*WHAT YOU ARE ASKED TO DO*. Scan the entries below and say how many lines contain "fillText". Write only the number.

Stored items
+++

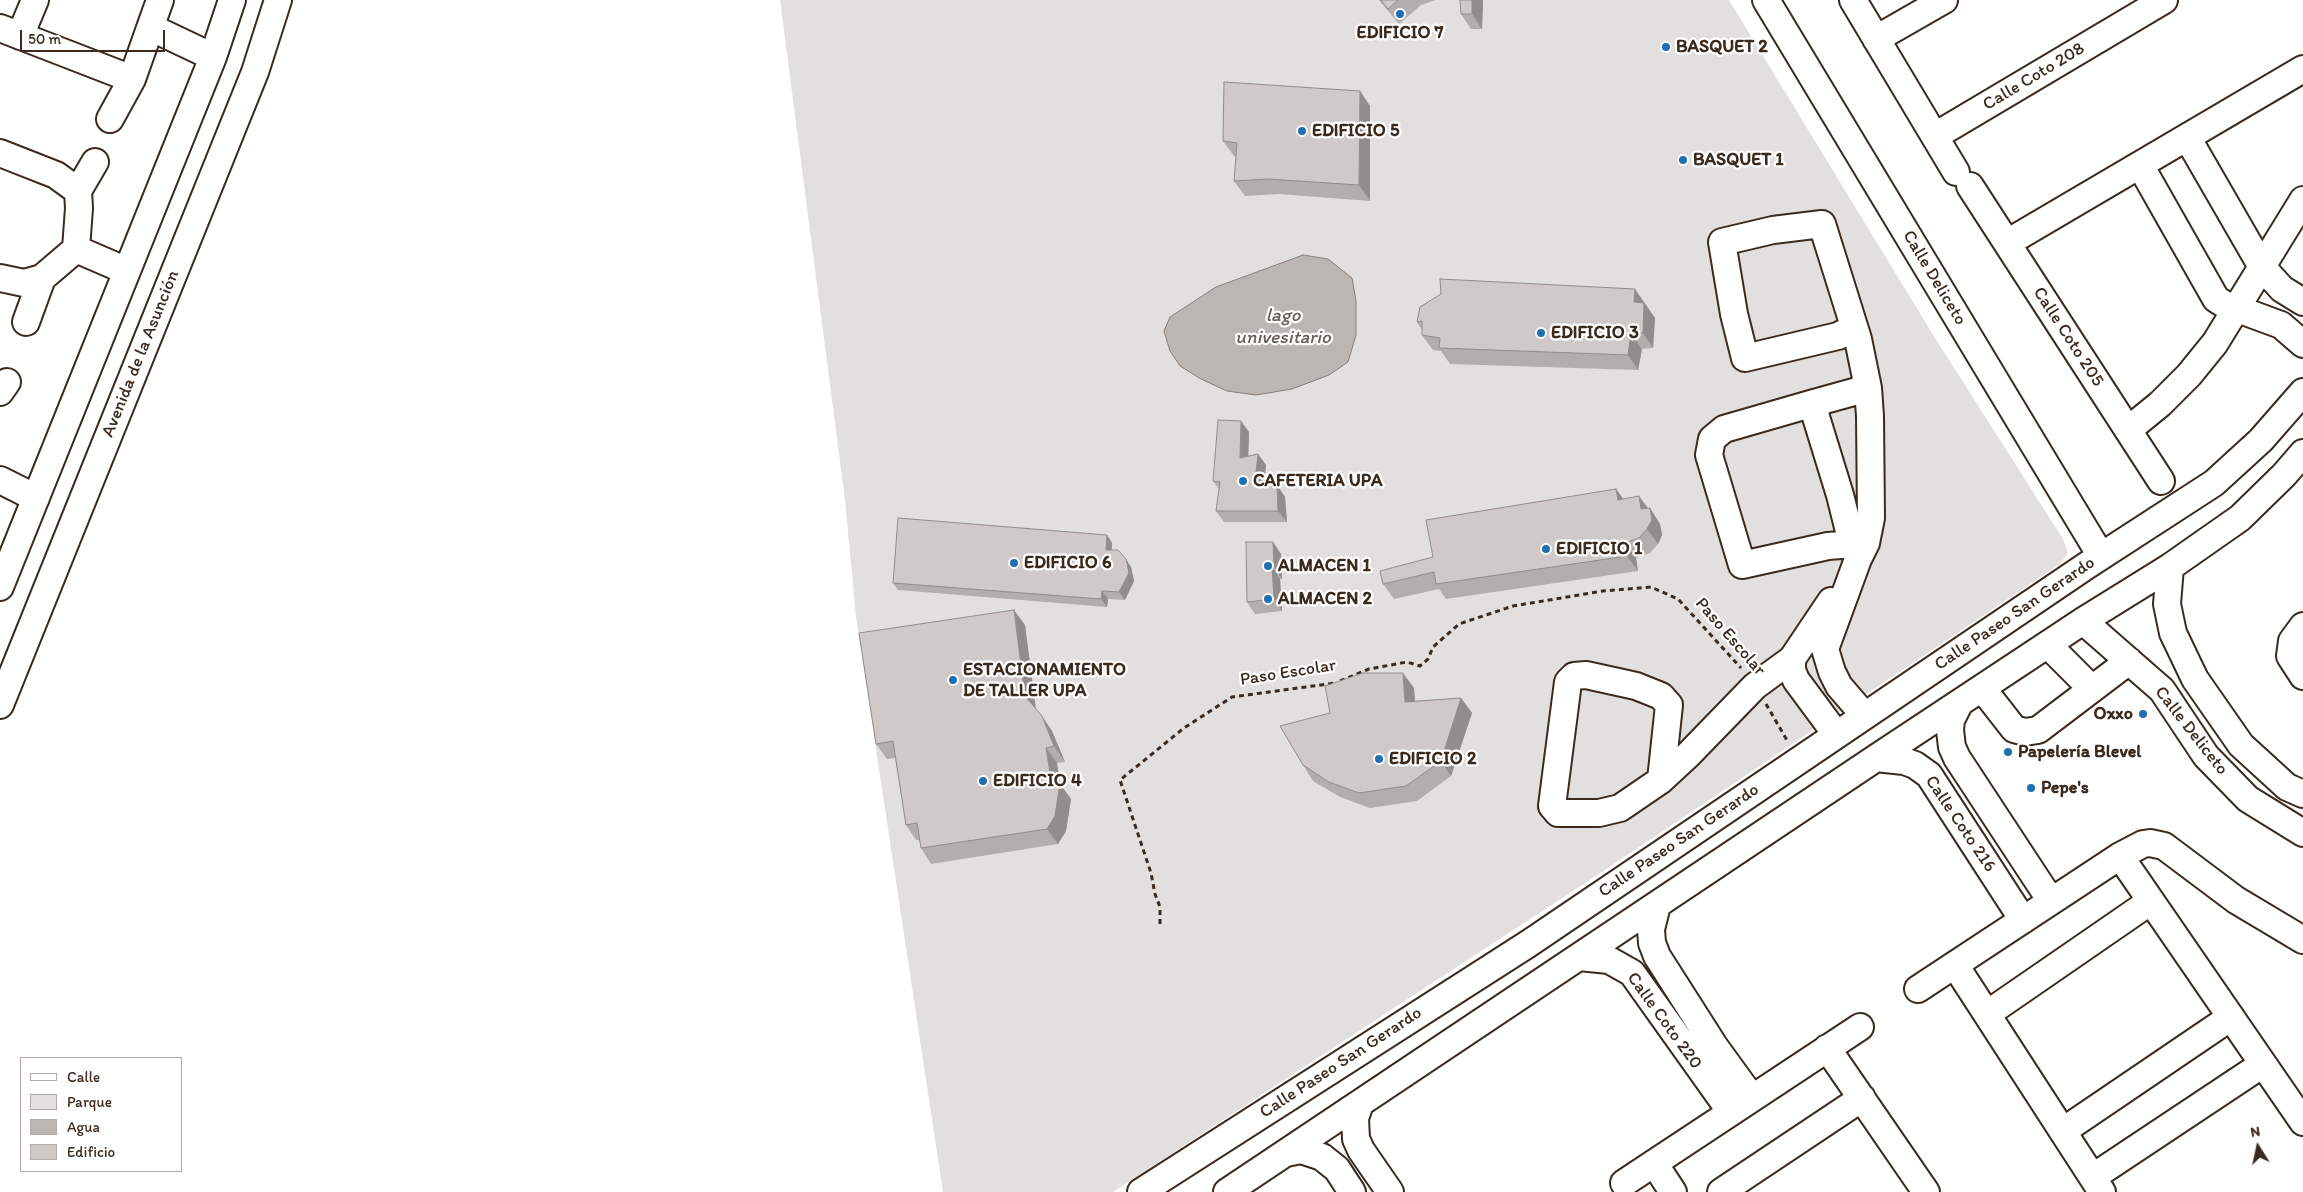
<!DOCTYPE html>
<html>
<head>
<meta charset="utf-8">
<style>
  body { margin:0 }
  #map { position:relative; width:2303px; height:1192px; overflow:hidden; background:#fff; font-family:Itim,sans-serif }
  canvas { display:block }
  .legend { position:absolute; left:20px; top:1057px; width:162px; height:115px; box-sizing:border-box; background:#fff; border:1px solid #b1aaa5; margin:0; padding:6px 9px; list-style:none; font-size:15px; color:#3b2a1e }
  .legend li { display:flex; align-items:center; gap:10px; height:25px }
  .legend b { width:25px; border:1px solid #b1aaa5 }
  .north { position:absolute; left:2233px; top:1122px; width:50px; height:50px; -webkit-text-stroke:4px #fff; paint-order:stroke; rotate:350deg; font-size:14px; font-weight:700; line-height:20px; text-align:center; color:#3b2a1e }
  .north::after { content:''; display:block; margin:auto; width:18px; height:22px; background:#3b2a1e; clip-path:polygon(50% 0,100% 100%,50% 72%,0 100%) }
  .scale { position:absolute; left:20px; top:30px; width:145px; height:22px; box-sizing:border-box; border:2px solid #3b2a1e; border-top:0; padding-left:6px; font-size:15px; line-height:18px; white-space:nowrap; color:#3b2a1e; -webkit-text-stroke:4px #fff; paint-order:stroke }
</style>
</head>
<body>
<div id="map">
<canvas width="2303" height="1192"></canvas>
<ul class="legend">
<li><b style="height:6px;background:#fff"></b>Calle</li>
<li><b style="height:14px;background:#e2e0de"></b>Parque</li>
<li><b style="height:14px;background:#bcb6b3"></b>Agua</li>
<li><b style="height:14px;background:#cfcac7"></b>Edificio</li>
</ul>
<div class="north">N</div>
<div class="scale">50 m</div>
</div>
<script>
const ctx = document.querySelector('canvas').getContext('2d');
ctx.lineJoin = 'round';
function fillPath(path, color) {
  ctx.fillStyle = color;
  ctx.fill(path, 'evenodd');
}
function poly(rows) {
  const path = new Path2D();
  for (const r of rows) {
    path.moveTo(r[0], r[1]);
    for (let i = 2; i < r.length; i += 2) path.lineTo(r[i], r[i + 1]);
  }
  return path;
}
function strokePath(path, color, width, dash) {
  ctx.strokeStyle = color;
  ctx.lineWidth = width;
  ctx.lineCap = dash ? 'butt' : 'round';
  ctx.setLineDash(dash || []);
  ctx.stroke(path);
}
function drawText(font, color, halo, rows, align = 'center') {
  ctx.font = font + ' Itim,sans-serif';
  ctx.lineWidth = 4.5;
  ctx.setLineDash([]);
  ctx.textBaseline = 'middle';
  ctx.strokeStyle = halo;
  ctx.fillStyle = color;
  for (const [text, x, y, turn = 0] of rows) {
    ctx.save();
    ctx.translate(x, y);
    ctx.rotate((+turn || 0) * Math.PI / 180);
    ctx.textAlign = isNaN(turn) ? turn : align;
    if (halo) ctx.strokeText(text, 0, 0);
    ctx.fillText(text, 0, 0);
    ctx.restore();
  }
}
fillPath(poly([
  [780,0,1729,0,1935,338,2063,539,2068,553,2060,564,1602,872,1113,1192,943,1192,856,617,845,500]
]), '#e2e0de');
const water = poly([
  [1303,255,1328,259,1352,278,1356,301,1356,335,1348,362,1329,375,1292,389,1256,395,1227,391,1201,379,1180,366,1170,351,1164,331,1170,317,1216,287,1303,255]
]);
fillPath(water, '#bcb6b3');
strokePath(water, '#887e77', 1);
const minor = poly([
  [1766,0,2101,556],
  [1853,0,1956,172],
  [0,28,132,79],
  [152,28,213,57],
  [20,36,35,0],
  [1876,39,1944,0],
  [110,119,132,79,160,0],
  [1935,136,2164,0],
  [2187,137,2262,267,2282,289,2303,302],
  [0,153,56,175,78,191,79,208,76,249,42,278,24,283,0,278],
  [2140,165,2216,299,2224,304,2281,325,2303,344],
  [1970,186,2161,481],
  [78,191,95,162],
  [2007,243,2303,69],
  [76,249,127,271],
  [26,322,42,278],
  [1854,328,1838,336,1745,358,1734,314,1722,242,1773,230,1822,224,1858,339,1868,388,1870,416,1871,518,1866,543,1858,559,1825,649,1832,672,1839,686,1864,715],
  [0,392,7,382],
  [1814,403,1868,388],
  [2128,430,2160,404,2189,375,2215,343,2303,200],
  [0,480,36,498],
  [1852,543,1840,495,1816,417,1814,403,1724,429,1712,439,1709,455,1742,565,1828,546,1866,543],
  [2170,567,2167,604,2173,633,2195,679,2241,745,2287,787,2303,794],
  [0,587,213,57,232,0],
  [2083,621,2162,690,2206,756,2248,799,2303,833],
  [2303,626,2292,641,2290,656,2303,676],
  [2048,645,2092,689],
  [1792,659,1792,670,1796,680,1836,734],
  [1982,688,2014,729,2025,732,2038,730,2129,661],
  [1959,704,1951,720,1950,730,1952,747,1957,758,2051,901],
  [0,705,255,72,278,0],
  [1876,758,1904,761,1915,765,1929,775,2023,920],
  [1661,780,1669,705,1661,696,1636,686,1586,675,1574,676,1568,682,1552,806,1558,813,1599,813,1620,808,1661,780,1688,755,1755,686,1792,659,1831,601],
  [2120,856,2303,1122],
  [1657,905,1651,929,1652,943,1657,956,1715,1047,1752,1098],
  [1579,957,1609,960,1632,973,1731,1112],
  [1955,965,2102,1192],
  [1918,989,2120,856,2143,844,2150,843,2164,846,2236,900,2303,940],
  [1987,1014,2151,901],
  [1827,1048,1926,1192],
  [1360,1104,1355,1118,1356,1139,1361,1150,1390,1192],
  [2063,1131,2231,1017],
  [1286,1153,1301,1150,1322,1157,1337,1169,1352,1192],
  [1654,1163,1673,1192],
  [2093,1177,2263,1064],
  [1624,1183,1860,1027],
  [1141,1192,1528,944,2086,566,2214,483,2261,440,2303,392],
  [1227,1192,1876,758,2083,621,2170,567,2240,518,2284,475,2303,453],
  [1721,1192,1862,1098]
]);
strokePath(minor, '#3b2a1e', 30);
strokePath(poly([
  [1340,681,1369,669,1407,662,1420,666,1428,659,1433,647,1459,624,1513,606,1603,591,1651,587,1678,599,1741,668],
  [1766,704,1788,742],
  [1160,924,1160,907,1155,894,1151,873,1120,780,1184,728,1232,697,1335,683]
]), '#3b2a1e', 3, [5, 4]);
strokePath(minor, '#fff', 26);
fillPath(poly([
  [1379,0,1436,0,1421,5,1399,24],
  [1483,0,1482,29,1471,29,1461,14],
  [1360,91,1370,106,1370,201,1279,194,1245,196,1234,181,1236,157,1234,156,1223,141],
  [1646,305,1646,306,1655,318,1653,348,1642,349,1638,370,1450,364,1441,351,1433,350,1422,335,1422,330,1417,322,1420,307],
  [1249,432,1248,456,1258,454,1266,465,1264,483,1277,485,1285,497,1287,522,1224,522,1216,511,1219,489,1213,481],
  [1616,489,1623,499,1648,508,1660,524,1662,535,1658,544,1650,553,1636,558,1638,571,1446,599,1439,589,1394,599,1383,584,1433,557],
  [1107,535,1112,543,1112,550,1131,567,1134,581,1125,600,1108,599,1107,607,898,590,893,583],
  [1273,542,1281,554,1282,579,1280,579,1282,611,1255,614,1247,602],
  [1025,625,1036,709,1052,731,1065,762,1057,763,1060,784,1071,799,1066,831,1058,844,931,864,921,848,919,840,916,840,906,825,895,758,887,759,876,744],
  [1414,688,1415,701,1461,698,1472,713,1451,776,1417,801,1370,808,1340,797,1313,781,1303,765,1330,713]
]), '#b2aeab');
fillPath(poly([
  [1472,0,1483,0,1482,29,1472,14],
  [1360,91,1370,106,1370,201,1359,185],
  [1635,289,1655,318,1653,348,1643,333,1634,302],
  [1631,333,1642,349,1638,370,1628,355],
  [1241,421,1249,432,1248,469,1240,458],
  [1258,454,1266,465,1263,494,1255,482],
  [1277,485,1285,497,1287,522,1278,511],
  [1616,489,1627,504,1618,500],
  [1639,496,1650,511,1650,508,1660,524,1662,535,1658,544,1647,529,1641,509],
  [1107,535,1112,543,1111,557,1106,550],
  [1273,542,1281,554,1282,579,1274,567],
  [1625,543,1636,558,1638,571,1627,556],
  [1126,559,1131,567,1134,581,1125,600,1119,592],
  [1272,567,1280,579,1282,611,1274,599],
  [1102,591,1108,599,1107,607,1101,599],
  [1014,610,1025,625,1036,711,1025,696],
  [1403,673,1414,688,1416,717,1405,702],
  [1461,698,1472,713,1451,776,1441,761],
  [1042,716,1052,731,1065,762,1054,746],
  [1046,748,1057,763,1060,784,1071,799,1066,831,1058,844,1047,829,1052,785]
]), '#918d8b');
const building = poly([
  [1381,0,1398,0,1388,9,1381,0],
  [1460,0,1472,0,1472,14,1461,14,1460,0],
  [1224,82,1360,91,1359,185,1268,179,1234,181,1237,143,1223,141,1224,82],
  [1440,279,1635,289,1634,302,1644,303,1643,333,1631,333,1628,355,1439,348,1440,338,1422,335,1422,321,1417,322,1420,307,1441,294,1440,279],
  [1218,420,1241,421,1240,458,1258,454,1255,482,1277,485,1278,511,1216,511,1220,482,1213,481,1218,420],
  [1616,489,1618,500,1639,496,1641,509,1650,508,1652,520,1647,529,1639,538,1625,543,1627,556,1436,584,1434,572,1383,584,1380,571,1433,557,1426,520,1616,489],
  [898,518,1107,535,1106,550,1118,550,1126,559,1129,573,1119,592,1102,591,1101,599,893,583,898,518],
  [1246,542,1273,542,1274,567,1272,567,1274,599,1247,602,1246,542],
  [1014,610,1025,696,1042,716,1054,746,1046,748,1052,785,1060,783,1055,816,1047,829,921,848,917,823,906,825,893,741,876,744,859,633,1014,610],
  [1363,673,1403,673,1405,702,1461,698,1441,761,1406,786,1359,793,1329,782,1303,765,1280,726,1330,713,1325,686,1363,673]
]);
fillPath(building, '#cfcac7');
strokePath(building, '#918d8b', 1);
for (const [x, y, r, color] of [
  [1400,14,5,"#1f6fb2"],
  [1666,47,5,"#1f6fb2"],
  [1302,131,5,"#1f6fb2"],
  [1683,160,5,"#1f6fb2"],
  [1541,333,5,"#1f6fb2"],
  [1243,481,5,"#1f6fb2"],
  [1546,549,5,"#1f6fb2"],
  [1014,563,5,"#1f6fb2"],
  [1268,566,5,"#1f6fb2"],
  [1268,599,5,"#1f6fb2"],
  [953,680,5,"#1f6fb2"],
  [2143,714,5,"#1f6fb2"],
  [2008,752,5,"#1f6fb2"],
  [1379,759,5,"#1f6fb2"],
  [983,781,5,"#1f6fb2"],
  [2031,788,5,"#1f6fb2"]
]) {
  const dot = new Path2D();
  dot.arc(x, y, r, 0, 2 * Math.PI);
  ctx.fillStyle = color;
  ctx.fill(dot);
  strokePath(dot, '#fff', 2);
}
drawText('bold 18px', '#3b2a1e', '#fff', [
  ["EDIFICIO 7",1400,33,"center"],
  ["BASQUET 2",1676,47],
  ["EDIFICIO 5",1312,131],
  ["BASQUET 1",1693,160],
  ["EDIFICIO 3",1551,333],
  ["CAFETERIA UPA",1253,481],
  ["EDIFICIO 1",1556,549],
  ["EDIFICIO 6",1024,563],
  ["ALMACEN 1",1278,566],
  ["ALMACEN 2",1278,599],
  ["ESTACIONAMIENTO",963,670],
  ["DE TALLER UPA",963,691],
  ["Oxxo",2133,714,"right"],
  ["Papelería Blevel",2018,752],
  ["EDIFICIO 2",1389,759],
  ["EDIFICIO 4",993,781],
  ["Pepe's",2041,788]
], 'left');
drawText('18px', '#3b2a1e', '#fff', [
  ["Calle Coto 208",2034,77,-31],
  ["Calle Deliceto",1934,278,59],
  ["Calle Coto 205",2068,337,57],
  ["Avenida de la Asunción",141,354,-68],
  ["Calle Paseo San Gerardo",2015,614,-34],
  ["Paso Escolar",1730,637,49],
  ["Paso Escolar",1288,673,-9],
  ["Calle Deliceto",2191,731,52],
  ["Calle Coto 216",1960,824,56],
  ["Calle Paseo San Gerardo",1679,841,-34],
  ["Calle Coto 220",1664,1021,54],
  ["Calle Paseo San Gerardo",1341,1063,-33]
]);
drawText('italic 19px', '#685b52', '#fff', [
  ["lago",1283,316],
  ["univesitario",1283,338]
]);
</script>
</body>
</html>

+++

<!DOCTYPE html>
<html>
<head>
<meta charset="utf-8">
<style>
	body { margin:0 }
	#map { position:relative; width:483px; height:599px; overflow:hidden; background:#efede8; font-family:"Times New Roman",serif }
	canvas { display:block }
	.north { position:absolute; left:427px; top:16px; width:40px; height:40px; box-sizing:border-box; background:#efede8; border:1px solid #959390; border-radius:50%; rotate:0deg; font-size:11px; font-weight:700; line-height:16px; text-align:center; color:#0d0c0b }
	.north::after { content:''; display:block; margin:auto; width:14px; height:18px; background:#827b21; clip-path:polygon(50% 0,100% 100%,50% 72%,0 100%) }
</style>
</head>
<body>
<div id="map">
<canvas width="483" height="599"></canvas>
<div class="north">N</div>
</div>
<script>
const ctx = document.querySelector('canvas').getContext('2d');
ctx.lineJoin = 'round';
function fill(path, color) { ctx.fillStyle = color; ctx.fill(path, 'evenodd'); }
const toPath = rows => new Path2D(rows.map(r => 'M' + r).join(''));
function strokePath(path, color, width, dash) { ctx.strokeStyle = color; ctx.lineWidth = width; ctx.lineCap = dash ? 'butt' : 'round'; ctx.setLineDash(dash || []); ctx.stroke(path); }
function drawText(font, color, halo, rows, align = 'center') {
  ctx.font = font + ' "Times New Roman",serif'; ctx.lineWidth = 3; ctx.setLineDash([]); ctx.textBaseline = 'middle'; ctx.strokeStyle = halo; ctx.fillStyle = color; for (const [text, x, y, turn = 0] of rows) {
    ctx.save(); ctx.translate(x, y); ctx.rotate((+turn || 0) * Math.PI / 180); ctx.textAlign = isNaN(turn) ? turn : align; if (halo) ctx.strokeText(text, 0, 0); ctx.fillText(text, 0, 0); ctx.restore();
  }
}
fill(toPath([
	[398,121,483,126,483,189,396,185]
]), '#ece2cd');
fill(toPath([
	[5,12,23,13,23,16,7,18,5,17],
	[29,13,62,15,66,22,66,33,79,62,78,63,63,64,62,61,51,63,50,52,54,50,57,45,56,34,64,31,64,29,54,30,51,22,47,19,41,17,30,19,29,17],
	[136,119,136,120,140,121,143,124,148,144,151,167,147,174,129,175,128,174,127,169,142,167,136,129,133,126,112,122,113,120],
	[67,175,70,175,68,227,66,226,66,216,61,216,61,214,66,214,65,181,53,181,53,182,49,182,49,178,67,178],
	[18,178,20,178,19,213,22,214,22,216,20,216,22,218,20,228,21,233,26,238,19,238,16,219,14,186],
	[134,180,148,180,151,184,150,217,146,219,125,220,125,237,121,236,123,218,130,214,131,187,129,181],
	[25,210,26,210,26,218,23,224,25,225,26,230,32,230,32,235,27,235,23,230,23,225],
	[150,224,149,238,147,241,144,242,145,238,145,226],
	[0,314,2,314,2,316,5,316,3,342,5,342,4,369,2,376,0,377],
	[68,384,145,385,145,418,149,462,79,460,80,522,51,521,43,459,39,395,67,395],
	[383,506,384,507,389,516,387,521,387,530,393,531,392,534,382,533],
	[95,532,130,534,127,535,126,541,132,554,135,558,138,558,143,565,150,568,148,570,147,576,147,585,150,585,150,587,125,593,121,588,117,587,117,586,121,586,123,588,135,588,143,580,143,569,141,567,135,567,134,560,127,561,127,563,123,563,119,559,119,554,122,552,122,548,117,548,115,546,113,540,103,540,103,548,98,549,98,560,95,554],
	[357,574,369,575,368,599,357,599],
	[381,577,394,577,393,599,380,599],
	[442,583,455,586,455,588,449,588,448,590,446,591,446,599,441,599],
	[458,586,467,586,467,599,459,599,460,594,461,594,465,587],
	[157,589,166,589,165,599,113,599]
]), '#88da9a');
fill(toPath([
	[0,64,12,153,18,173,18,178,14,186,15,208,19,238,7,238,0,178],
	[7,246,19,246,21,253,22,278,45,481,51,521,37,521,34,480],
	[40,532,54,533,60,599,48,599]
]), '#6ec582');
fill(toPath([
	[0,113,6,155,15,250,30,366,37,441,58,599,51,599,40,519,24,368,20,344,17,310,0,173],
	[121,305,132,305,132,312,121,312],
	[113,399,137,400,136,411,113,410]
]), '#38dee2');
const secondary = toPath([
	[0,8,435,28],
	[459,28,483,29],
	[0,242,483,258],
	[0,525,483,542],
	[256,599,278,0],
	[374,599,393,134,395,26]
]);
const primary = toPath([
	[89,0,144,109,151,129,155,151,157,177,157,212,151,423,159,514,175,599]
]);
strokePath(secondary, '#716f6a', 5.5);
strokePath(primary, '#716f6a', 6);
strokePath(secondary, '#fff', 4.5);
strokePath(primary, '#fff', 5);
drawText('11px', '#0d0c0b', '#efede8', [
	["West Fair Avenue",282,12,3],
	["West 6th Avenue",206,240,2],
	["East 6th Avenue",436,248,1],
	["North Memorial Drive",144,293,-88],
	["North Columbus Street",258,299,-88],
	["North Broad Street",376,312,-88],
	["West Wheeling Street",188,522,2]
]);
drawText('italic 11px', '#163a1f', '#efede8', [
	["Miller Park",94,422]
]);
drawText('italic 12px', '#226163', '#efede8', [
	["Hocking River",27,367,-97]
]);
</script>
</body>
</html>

+++

*RESPONSE FOR THIS EXERCISE*. 2